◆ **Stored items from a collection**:
####

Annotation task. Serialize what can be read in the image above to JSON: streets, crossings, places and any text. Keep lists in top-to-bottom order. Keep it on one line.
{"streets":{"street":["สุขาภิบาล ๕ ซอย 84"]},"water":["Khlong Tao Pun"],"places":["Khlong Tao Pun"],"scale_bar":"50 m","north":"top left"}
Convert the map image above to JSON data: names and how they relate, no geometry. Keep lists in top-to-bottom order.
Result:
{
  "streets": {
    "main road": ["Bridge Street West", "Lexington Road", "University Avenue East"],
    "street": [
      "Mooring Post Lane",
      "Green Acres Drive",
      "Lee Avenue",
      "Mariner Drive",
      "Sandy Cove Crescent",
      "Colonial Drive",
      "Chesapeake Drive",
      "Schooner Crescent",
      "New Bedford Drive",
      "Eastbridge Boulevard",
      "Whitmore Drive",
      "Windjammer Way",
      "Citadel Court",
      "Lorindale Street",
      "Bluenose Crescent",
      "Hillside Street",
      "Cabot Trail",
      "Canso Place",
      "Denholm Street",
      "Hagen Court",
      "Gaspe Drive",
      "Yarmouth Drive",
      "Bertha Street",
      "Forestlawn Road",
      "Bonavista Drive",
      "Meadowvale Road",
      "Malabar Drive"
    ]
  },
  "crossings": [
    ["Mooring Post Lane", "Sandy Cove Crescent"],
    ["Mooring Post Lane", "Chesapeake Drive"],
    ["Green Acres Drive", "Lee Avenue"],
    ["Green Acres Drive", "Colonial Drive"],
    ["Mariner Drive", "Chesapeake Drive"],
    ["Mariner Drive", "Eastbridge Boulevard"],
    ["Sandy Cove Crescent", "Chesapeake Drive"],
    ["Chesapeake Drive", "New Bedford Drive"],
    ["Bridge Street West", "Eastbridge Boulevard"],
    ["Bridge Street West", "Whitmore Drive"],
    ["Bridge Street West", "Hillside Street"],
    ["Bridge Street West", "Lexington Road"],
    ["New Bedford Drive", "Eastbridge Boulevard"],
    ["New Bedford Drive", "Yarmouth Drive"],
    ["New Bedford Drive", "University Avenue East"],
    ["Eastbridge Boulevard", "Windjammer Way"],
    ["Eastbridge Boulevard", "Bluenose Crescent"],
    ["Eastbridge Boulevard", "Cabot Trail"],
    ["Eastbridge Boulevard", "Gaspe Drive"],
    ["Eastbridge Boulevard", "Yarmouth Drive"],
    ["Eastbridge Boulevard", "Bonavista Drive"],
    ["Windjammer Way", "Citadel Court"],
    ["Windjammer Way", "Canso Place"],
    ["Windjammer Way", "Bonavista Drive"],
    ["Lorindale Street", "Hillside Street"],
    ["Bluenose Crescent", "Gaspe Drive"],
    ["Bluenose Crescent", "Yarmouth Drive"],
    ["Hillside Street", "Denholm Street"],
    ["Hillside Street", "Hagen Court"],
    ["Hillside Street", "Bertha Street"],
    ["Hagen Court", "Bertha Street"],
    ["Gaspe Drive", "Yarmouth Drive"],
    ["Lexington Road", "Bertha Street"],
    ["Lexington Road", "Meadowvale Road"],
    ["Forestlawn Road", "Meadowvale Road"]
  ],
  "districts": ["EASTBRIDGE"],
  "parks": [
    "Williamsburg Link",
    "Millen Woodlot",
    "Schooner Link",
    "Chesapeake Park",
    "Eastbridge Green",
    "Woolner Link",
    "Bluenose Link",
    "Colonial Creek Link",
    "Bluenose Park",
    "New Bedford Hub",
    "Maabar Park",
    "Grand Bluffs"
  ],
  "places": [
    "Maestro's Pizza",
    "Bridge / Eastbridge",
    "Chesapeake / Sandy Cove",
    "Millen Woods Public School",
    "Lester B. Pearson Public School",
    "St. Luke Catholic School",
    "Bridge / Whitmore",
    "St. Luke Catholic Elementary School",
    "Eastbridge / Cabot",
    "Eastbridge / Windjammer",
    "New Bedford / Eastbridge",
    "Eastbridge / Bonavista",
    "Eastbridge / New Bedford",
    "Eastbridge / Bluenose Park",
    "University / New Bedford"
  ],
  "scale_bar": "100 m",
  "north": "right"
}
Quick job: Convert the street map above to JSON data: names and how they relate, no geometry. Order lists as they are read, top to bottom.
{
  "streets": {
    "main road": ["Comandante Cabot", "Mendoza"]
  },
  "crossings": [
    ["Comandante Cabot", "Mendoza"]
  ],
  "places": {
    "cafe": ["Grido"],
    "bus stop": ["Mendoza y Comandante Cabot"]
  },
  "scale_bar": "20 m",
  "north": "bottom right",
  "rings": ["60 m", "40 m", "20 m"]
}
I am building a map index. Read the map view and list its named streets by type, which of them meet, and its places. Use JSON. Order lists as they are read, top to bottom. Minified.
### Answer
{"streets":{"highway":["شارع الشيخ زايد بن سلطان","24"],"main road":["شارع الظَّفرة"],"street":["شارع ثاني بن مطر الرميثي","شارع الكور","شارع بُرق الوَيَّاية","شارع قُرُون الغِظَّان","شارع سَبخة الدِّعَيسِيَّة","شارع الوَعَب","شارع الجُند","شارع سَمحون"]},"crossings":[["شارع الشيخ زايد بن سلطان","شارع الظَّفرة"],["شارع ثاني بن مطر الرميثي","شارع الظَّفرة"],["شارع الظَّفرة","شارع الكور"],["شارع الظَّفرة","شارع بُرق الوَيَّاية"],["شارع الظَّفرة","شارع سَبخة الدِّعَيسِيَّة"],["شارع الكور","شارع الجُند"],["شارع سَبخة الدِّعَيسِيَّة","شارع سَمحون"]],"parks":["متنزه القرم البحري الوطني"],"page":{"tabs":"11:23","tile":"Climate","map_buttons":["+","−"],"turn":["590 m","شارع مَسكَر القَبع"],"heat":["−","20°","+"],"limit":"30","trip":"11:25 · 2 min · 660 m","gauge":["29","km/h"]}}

####

◆ **PROBLEM DESCRIPTION**:
The records above must be reproduced word for word.

◆ **TASK RESULT**:
Annotation task. Serialize what can be read in the image above to JSON: streets, crossings, places and any text. Keep lists in top-to-bottom order. Keep it on one line.
{"streets":{"street":["สุขาภิบาล ๕ ซอย 84"]},"water":["Khlong Tao Pun"],"places":["Khlong Tao Pun"],"scale_bar":"50 m","north":"top left"}
Convert the map image above to JSON data: names and how they relate, no geometry. Keep lists in top-to-bottom order.
Result:
{
  "streets": {
    "main road": ["Bridge Street West", "Lexington Road", "University Avenue East"],
    "street": [
      "Mooring Post Lane",
      "Green Acres Drive",
      "Lee Avenue",
      "Mariner Drive",
      "Sandy Cove Crescent",
      "Colonial Drive",
      "Chesapeake Drive",
      "Schooner Crescent",
      "New Bedford Drive",
      "Eastbridge Boulevard",
      "Whitmore Drive",
      "Windjammer Way",
      "Citadel Court",
      "Lorindale Street",
      "Bluenose Crescent",
      "Hillside Street",
      "Cabot Trail",
      "Canso Place",
      "Denholm Street",
      "Hagen Court",
      "Gaspe Drive",
      "Yarmouth Drive",
      "Bertha Street",
      "Forestlawn Road",
      "Bonavista Drive",
      "Meadowvale Road",
      "Malabar Drive"
    ]
  },
  "crossings": [
    ["Mooring Post Lane", "Sandy Cove Crescent"],
    ["Mooring Post Lane", "Chesapeake Drive"],
    ["Green Acres Drive", "Lee Avenue"],
    ["Green Acres Drive", "Colonial Drive"],
    ["Mariner Drive", "Chesapeake Drive"],
    ["Mariner Drive", "Eastbridge Boulevard"],
    ["Sandy Cove Crescent", "Chesapeake Drive"],
    ["Chesapeake Drive", "New Bedford Drive"],
    ["Bridge Street West", "Eastbridge Boulevard"],
    ["Bridge Street West", "Whitmore Drive"],
    ["Bridge Street West", "Hillside Street"],
    ["Bridge Street West", "Lexington Road"],
    ["New Bedford Drive", "Eastbridge Boulevard"],
    ["New Bedford Drive", "Yarmouth Drive"],
    ["New Bedford Drive", "University Avenue East"],
    ["Eastbridge Boulevard", "Windjammer Way"],
    ["Eastbridge Boulevard", "Bluenose Crescent"],
    ["Eastbridge Boulevard", "Cabot Trail"],
    ["Eastbridge Boulevard", "Gaspe Drive"],
    ["Eastbridge Boulevard", "Yarmouth Drive"],
    ["Eastbridge Boulevard", "Bonavista Drive"],
    ["Windjammer Way", "Citadel Court"],
    ["Windjammer Way", "Canso Place"],
    ["Windjammer Way", "Bonavista Drive"],
    ["Lorindale Street", "Hillside Street"],
    ["Bluenose Crescent", "Gaspe Drive"],
    ["Bluenose Crescent", "Yarmouth Drive"],
    ["Hillside Street", "Denholm Street"],
    ["Hillside Street", "Hagen Court"],
    ["Hillside Street", "Bertha Street"],
    ["Hagen Court", "Bertha Street"],
    ["Gaspe Drive", "Yarmouth Drive"],
    ["Lexington Road", "Bertha Street"],
    ["Lexington Road", "Meadowvale Road"],
    ["Forestlawn Road", "Meadowvale Road"]
  ],
  "districts": ["EASTBRIDGE"],
  "parks": [
    "Williamsburg Link",
    "Millen Woodlot",
    "Schooner Link",
    "Chesapeake Park",
    "Eastbridge Green",
    "Woolner Link",
    "Bluenose Link",
    "Colonial Creek Link",
    "Bluenose Park",
    "New Bedford Hub",
    "Maabar Park",
    "Grand Bluffs"
  ],
  "places": [
    "Maestro's Pizza",
    "Bridge / Eastbridge",
    "Chesapeake / Sandy Cove",
    "Millen Woods Public School",
    "Lester B. Pearson Public School",
    "St. Luke Catholic School",
    "Bridge / Whitmore",
    "St. Luke Catholic Elementary School",
    "Eastbridge / Cabot",
    "Eastbridge / Windjammer",
    "New Bedford / Eastbridge",
    "Eastbridge / Bonavista",
    "Eastbridge / New Bedford",
    "Eastbridge / Bluenose Park",
    "University / New Bedford"
  ],
  "scale_bar": "100 m",
  "north": "right"
}
Quick job: Convert the street map above to JSON data: names and how they relate, no geometry. Order lists as they are read, top to bottom.
{
  "streets": {
    "main road": ["Comandante Cabot", "Mendoza"]
  },
  "crossings": [
    ["Comandante Cabot", "Mendoza"]
  ],
  "places": {
    "cafe": ["Grido"],
    "bus stop": ["Mendoza y Comandante Cabot"]
  },
  "scale_bar": "20 m",
  "north": "bottom right",
  "rings": ["60 m", "40 m", "20 m"]
}
I am building a map index. Read the map view and list its named streets by type, which of them meet, and its places. Use JSON. Order lists as they are read, top to bottom. Minified.
### Answer
{"streets":{"highway":["شارع الشيخ زايد بن سلطان","24"],"main road":["شارع الظَّفرة"],"street":["شارع ثاني بن مطر الرميثي","شارع الكور","شارع بُرق الوَيَّاية","شارع قُرُون الغِظَّان","شارع سَبخة الدِّعَيسِيَّة","شارع الوَعَب","شارع الجُند","شارع سَمحون"]},"crossings":[["شارع الشيخ زايد بن سلطان","شارع الظَّفرة"],["شارع ثاني بن مطر الرميثي","شارع الظَّفرة"],["شارع الظَّفرة","شارع الكور"],["شارع الظَّفرة","شارع بُرق الوَيَّاية"],["شارع الظَّفرة","شارع سَبخة الدِّعَيسِيَّة"],["شارع الكور","شارع الجُند"],["شارع سَبخة الدِّعَيسِيَّة","شارع سَمحون"]],"parks":["متنزه القرم البحري الوطني"],"page":{"tabs":"11:23","tile":"Climate","map_buttons":["+","−"],"turn":["590 m","شارع مَسكَر القَبع"],"heat":["−","20°","+"],"limit":"30","trip":"11:25 · 2 min · 660 m","gauge":["29","km/h"]}}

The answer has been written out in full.